Aliansi juga menilai imbauan Kemendikbud kepada dosen agar
tidak memprovokasi mahasiswa demo adalah bentuk intervensi terhadap
independensi dosen sebagai akademisi yang hanya tegak pada kebenaran.
“Tanpa diprovokasi oleh dosen, mahasiswa telah menjadi aktor
terdepan yang menyuarakan kebenaran bersama buruh, petani, nelayan, kaum miskin
kota dan kelompok-kelompok sosial lainnya yang menjadi korban kesewenangan
penguasa,” ucapnya.
Imbauan Kemendikbud juga tidak berdasar sebab kegiatan
politik yang melibatkan massa banyak seperti Pilkada Serentak 2020 tetap
diperbolehkan berjalan, kenapa demo tidak.

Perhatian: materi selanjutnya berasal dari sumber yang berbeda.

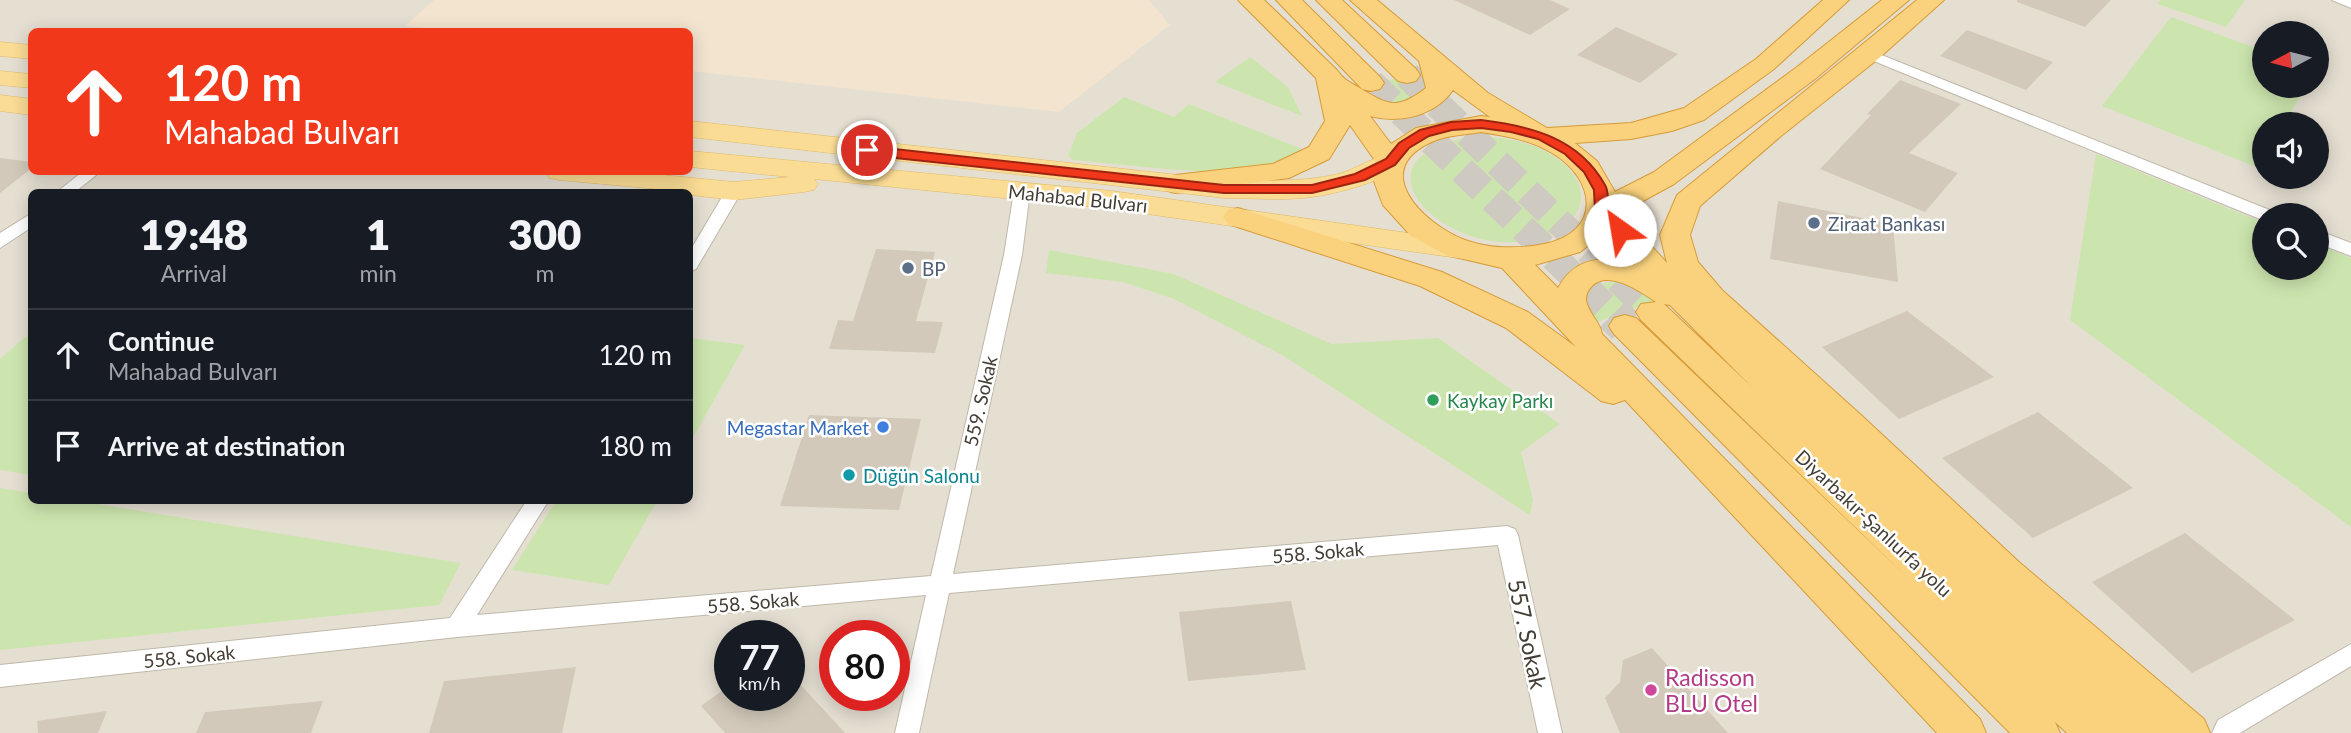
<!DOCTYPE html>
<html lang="en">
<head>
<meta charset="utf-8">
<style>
	body { margin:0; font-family:Lato,sans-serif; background:#20242c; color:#f1f3f6; height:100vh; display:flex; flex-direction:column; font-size:26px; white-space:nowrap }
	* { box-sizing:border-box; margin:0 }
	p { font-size:23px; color:#9ea1a6 }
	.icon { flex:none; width:38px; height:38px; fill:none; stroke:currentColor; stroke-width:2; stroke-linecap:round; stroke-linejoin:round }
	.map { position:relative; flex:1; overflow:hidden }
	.panel { position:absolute; left:28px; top:189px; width:665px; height:315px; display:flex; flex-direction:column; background:#171b24; border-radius:10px; box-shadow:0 4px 18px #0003 }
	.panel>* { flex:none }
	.top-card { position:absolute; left:28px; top:28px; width:665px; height:147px; border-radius:10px; box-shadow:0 4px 18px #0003; background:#f2381a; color:#fff; overflow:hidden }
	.needle { width:46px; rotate:263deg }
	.tools { position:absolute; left:2252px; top:21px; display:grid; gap:14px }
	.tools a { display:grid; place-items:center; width:77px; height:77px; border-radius:50%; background:#171b24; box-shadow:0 4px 18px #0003; font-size:35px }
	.speed { position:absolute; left:714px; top:620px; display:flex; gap:14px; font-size:35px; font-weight:700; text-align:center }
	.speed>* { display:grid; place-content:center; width:91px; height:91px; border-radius:50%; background:#171b24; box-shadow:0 4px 18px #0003; line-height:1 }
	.speed small { font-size:18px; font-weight:400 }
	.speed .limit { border:10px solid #d22; background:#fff; color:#111 }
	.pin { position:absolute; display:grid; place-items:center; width:60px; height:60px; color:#fff; margin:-30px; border:4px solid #fff; border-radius:50%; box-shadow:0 2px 7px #0007 }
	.me { position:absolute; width:77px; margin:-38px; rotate:328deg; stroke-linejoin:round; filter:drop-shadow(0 0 5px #0008) }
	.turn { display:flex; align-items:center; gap:24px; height:147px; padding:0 21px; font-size:32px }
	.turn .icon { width:91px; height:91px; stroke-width:2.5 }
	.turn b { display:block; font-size:49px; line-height:60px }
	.eta { display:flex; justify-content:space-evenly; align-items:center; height:119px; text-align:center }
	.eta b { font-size:42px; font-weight:800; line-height:49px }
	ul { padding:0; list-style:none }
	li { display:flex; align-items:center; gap:21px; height:91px; padding:0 21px; border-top:2px solid #363941 }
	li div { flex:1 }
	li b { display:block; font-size:26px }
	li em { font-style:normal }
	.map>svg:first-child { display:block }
	.residential { fill:#e5dfd2; fill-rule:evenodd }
	.commercial { fill:#f3e4cf }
	.green { fill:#cce5ae }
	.building { fill:#d2c9ba }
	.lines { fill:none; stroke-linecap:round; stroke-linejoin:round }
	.trunk-tunnel-far1 { stroke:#cecac1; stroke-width:28; stroke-dasharray:28 14; stroke-linecap:butt }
	.trunk-tunnel { stroke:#cecac1; stroke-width:37; stroke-dasharray:37 18; stroke-linecap:butt }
	.minor-casing { stroke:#bfb8aa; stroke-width:2 }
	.primary-casing { stroke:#dfb965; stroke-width:1 }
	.trunk-casing { stroke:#d79b38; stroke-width:2 }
	.minor { fill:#fff; fill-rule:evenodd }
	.primary { fill:#fadc94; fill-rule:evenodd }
	.trunk { fill:#fad27e; fill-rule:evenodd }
	.route { fill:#f2381a; stroke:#9d2411; stroke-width:2 }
	.service-dot { fill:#5c6f8a; stroke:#fff; stroke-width:2.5 }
	.leisure-dot { fill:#2e9e5b; stroke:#fff; stroke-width:2.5 }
	.shop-dot { fill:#3f7fe0; stroke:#fff; stroke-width:2.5 }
	.culture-dot { fill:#0f9aa8; stroke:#fff; stroke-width:2.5 }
	.hotel-dot { fill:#d1479c; stroke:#fff; stroke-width:2.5 }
	.labels { text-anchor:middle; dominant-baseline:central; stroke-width:5; stroke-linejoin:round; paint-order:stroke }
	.street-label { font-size:19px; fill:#433d34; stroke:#fff }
	.service-label { font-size:19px; fill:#4e5e75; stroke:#fff; text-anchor:start }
	.leisure-label { font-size:19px; fill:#27864d; stroke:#fff; text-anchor:start }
	.shop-label { font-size:19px; fill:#366cbe; stroke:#fff; text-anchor:end }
	.culture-label { font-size:19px; fill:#0d838f; stroke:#fff; text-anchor:start }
	.near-street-label { font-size:23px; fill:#433d34; stroke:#fff }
	.near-hotel-label { font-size:23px; fill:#b23c85; stroke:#fff; text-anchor:start }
</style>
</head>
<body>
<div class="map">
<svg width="2351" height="733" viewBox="0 0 2351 733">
	<rect width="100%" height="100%" fill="#f1ede4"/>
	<path class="residential" d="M 0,0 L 2351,0 L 2351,733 L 0,733 ZM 32,32 L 690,32 L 690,172 L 32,172 ZM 2264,33 L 2317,33 L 2317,86 L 2264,86 ZM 2264,124 L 2317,124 L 2317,177 L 2264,177 ZM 32,192 L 690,192 L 690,500 L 32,500 ZM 2264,215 L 2317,215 L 2317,268 L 2264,268 ZM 730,635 L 789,635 L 789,695 L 730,695 ZM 835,635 L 894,635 L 894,695 L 835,695 Z"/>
	<path class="commercial" d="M 434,0 L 1149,0 L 1170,25 L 1059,112 L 690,71 L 690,32 L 433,32 L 434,29 L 405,26 Z"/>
	<path class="green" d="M 2160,0 L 2245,0 L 2226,27 L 2157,4 Z
		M 2171,17 L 2264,51 L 2264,86 L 2306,86 L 2284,124 L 2264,124 L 2264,159 L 2259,168 L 2102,106 Z
		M 1250,57 L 1288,87 L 1302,116 L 1215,82 Z
		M 1417,71 L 1425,82 L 1426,92 C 1406,110 1380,102 1359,91 Z
		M 1124,97 L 1174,117 L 1189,104 L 1310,152 C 1299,157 1287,165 1275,168 C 1218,178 1133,165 1073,160 L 1068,156 L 1077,133 Z
		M 1476,136 C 1502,138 1529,140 1552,155 C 1600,186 1585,226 1535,239 C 1448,262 1338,156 1476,136 Z
		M 2096,154 L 2264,223 L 2264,268 L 2317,268 L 2317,244 L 2351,258 L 2351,527 L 2070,320 Z
		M 1049,250 L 1174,274 L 1332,344 L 1438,338 L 1560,424 L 1521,452 L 1533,500 L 1530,515 L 1282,355 L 1174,299 L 1123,282 L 1046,273 Z
		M 1613,281 L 1639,287 L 1659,299 L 1592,324 L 1580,303 L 1587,289 Z
		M 31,332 L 31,475 L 0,470 L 0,359 Z
		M 690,338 L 745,345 L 690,443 Z
		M 0,488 L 31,493 L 32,500 L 79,501 L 461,563 L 439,605 L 0,650 Z
		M 556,501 L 556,500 L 657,501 L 609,585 L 512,570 Z"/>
	<path class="building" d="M 1454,0 L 1550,0 L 1570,9 L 1530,35 Z
		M 2017,0 L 2111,0 L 2085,27 L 2017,2 Z
		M 1616,27 L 1678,54 L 1640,83 L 1577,55 Z
		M 1967,30 L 2053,62 L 2026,90 L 1940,56 Z
		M 1900,80 L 1961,104 L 1909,153 L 1958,173 L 1925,212 L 1820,169 L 1871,115 L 1867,114 Z
		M 0,158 L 32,162 L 32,168 L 0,193 Z
		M 1778,201 L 1893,224 L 1898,282 L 1770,259 Z
		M 876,249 L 935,252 L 916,321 L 943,322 L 935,353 L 829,349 L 838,320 L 853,321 Z
		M 1907,311 L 1994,377 L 1899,419 L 1822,347 Z
		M 2038,412 L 2133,488 L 2033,538 L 1942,458 Z
		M 809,415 L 921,419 L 899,510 L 780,506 Z
		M 2185,533 L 2295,620 L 2192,673 L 2092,582 Z
		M 1291,601 L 1306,670 L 1188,681 L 1179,612 Z
		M 1652,648 L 1728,733 L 1620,733 L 1605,698 L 1620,682 L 1623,660 Z
		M 576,667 L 562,733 L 429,733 L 444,681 Z
		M 789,672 L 845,733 L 725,733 L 701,706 L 730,685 L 730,695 L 789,695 Z
		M 323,701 L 311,733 L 196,733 L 205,712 Z
		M 107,711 L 98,733 L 38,733 L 37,721 Z"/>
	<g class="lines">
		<path class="trunk-tunnel-far1" d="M 1407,75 L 1652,312
			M 1371,83 L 1615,316"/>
		<path class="trunk-tunnel" d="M 1613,314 L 1625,326"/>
		<g class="minor-casing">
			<path id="minor" d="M 2332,0 L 2351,0 L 2351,8 Z
				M 1869,50 L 2272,211 L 2275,215 L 2264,215 L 2264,220 L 2260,219 L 1864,57 L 1862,54 L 1864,51 Z
				M 82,172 L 100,172 L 75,192 L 57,192 Z
				M 734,186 L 742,191 L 696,269 L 690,271 L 690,251 L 728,187 Z
				M 1022,186 L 1030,191 L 1022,255 L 953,574 L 1507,526 L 1515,529 L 1518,535 L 1562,733 L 1538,733 L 1498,545 L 949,593 L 919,733 L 895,733 L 926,595 L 457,637 L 0,687 L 0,665 L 450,618 L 527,500 L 549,500 L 477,615 L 931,576 L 1004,255 L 1014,191 Z
				M 32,213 L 32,227 L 0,248 L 0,233 Z
				M 2317,230 L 2351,243 L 2351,256 L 2317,243 Z
				M 2351,644 L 2351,666 L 2240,733 L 2212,733 L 2218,720 Z"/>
		</g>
		<g class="primary-casing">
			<path id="primary" d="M 0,42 L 32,45 L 32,59 L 0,56 Z
				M 0,71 L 32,74 L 32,88 L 0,85 Z
				M 0,95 L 32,99 L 32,115 L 0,111 Z
				M 690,121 L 1224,180 C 1262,180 1301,183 1338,174 C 1359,169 1378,151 1399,156 L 1403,162 C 1390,181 1335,194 1312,197 C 1284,201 1253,198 1224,198 L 690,137 Z
				M 690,151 L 1112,191 L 1465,241 L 1475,243 L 1479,250 L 1475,257 L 1465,259 L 1112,209 L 814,179 L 818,184 L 814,190 L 804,192 L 734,200 L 690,195 L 690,192 L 559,180 L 549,178 L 546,172 L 632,172 L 734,182 L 790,177 L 690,167 Z"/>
		</g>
		<g class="trunk-casing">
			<path id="trunk" d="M 1238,0 L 1264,0 L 1337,70 C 1344,80 1348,81 1358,87 C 1388,105 1396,111 1426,88 L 1419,61 L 1350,0 L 1377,0 L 1488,93 L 1547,128 L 1631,123 L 1684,108 L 1756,59 L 1823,0 L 1849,0 L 1774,69 L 1704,120 L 1672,131 L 1631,139 L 1575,143 L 1597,161 L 1615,192 L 1654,172 L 1797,67 L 1882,0 L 1909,0 L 1815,79 L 1674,184 L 1621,213 L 1667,263 L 1660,235 L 1677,195 L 1917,0 L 1944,0 L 1878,59 L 1781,136 L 1700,206 L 1690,235 L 1698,262 L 1722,290 L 1861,415 L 2019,562 L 2204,719 L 2210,733 L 2067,733 L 2055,722 L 2060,733 L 2010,733 L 1614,334 L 1609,326 L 1614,318 L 1625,315 L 1636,318 L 1913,583 L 1641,320 L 1636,312 L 1641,304 L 1656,302 C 1641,292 1609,269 1592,286 C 1588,290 1586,294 1586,300 C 1588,313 1601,323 1602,334 L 1980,719 L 1986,733 L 1937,733 L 1625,400 L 1613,404 L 1601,401 L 1506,328 L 1420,286 L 1228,224 L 1223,217 L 1228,210 L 1238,208 L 1442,272 L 1528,312 L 1576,347 L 1502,268 L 1446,255 L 1411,236 L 1383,205 L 1373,179 L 1378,165 L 1350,125 L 1329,159 L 1289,178 L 1175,193 L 1165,190 L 1161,184 L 1165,178 L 1175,175 L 1273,164 L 1309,147 L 1325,121 L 1316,78 ZM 1453,90 L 1490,117 L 1481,116 L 1416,128 L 1391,144 L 1370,116 C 1399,124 1435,116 1453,90 ZM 1481,132 C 1506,136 1531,140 1552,153 C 1596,179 1603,232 1544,244 C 1519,249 1489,249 1465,240 C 1423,224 1367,169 1434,141 C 1447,135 1466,135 1481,132 ZM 1605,232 L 1635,265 C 1602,256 1576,256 1558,288 L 1535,265 L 1580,252 ZM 1664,304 L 1670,305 L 1753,388 Z
				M 1276,0 L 1302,0 L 1380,77 L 1384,83 L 1380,89 L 1371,91 L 1362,89 Z
				M 1316,0 L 1342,0 L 1416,69 L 1420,75 L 1416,81 L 1407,83 L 1398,81 Z"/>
		</g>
		<use href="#minor" class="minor"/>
		<use href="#primary" class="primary"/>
		<use href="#trunk" class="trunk"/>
	</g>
	<path class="route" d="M 1481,120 C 1531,126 1579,138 1605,185 C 1610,193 1606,203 1610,211 C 1613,217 1620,223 1625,227 L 1625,234 L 1615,234 L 1595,211 L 1594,190 L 1584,172 L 1565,154 L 1538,139 L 1511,132 L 1481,128 L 1452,130 L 1429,136 L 1409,148 L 1395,165 L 1365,180 L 1312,193 L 1224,193 L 867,155 L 860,150 L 867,146 L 1224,185 L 1312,185 L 1355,174 L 1386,159 L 1399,143 L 1420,130 L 1451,122 Z"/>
	<g class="service-dot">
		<circle cx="1814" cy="223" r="7"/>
		<circle cx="908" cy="268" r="7"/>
	</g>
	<circle class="leisure-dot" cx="1433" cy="400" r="7"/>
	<circle class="shop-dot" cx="883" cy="427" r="7"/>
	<circle class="culture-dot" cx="849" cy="475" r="7"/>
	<circle class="hotel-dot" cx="1651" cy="690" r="7"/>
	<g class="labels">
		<g class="street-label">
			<text transform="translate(1078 198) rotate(6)">Mahabad Bulvarı</text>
			<text transform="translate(980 401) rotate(-77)">559. Sokak</text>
			<text transform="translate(1874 523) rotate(43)">Diyarbakır-Şanlıurfa yolu</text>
			<text transform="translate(1318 552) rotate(-5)">558. Sokak</text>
			<text transform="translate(753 602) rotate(-5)">558. Sokak</text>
			<text transform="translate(189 656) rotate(-6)">558. Sokak</text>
		</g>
		<g class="service-label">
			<text x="1828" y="223">Ziraat Bankası</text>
			<text x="922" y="268">BP</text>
		</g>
		<g class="leisure-label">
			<text x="1447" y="400">Kaykay Parkı</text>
		</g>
		<g class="shop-label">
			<text x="869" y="427">Megastar Market</text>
		</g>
		<g class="culture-label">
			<text x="863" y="475">Düğün Salonu</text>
		</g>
		<g class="near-street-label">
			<text transform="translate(1528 634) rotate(78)">557. Sokak</text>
		</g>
		<g class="near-hotel-label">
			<text x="1665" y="677">Radisson<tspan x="1665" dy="26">BLU Otel</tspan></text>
		</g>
	</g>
</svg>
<div class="tools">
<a><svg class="needle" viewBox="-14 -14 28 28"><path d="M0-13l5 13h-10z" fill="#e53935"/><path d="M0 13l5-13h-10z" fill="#9ea1a6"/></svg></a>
<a><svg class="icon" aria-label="sound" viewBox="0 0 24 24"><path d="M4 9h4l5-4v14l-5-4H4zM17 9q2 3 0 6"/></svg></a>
<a><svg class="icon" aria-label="search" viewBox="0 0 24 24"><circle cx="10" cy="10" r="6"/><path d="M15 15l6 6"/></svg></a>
</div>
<div class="speed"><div>77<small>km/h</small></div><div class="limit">80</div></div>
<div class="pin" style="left:867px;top:150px;background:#d93025"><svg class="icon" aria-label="arrive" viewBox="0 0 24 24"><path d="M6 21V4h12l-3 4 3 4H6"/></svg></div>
<svg class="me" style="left:1620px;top:230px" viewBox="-20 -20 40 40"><circle r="19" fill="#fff"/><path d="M0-13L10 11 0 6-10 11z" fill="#f2381a"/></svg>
<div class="top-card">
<div class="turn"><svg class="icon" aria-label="ahead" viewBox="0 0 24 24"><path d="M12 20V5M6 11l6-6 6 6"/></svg><div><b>120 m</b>Mahabad Bulvarı</div></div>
</div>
<section class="panel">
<div class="eta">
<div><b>19:48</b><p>Arrival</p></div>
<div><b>1</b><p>min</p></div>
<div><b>300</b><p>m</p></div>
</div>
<ul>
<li><svg class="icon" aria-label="ahead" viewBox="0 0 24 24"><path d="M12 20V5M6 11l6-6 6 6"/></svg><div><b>Continue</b><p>Mahabad Bulvarı</p></div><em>120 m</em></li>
<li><svg class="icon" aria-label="arrive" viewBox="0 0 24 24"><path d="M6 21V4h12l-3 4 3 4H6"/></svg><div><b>Arrive at destination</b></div><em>180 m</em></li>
</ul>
</section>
</div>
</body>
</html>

Oleh sebab itu, Aliansi meminta Kemendikbud mencabut surat
imbauan itu, mengajak seluruh rektor perguruan tinggi untuk menolak imbauan itu
dan mendukung aksi demonstrasi yang tertib dan damai serta patuh protokol
kesehatan Covid-19.
“Ini dilakukan guna menentang kesewenangan kekuasaan yang
beraliansi dengan pengusaha melalui pembentukan paket UU bermasalah, terutama
UU Cipta Kerja,” pungkasnya.
Diketahui, gelombang demonstrasi menolak Omnibus Law
Undang-Undang Cipta Kerja akan kembali ke Istana Negara, Jakarta Pusat pada
Selasa (20/10/2020), diprediksi jumlah massa akan lebih banyak mengingat hari
ini bertepatan dengan satu tahun kerja Presiden Joko Widodo dan Wapres Ma’ruf
Amin.
Sedikitnya lima ribu mahasiswa dari Aliansi Badan Eksekutif
Mahasiswa Seluruh Indonesia (BEM SI) menyatakan siap turun aksi ke jalanan
menuntut Jokowi membatalkan UU Cipta Kerja melalui Peraturan Pemerintah
Pengganti Undang-undangan (Perppu).
Mahasiswa menilai Perppu adalah jalan terbaik untuk
membatalkan UU sapu jagat tersebut, sebab judicial review di Mahkamah
Konstitusi dinilai sia-sia.
“Kami tetap menyampaikan Mosi Tidak Percaya kepada
pemerintah dan wakil rakyat yang tidak berpihak pada kepentingan rakyat,” tegas
Koordinator Aliansi BEM SI, Remy Hastian.
Selain mahasiswa, ribuan massa kaum buruh dari Gerakan Buruh
Bersama Rakyat GEBRAK dan Gabungan Serikat Buruh Indonesia (GSBI) juga akan
melakukan demo menuju Istana Negara.